Return every line below in which "蔡元培故居" appears.
※ ※ ※
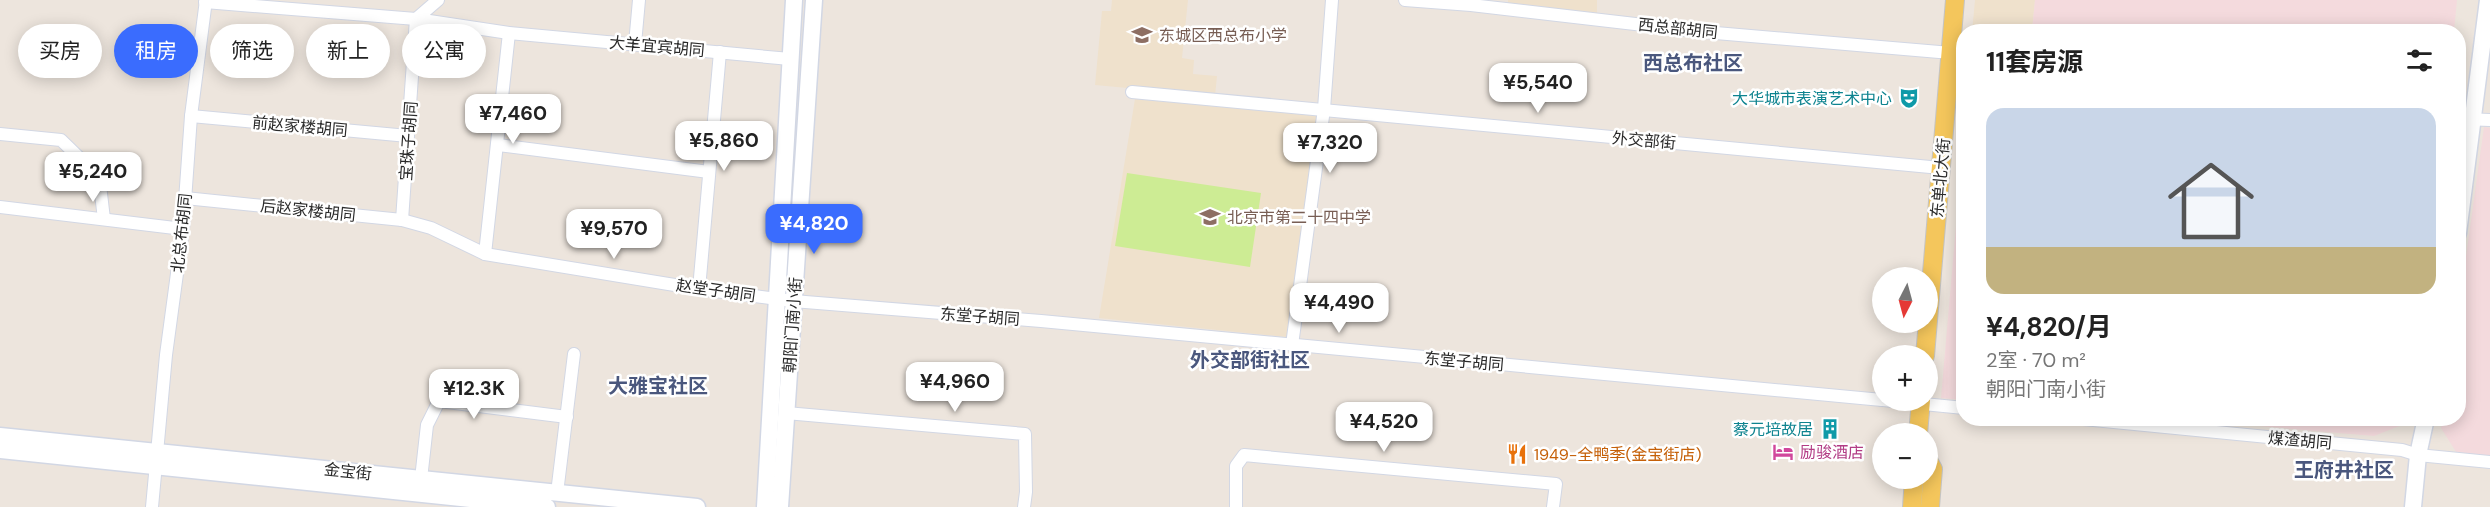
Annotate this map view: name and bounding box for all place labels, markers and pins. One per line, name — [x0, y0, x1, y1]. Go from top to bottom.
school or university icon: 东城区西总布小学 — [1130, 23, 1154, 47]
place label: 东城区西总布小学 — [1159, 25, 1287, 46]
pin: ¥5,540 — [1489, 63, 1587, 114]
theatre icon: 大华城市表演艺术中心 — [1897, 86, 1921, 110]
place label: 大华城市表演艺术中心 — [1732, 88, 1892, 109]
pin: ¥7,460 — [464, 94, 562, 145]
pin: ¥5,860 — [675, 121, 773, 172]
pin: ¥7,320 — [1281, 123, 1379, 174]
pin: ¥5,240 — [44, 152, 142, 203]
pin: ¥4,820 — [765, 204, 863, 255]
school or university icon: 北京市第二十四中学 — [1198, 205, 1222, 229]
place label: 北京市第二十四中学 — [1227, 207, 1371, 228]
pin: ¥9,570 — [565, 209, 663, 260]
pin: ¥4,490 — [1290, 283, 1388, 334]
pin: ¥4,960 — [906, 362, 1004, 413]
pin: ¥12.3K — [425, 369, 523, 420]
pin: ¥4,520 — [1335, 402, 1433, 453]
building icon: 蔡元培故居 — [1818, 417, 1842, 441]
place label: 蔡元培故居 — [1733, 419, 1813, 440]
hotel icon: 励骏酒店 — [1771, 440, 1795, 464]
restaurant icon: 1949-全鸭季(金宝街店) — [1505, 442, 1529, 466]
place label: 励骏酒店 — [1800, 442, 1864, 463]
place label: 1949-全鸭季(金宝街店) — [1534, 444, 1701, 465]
※ ※ ※
◆ RESPONSE AREA:
building icon: 蔡元培故居 — [1818, 417, 1842, 441]
place label: 蔡元培故居 — [1733, 419, 1813, 440]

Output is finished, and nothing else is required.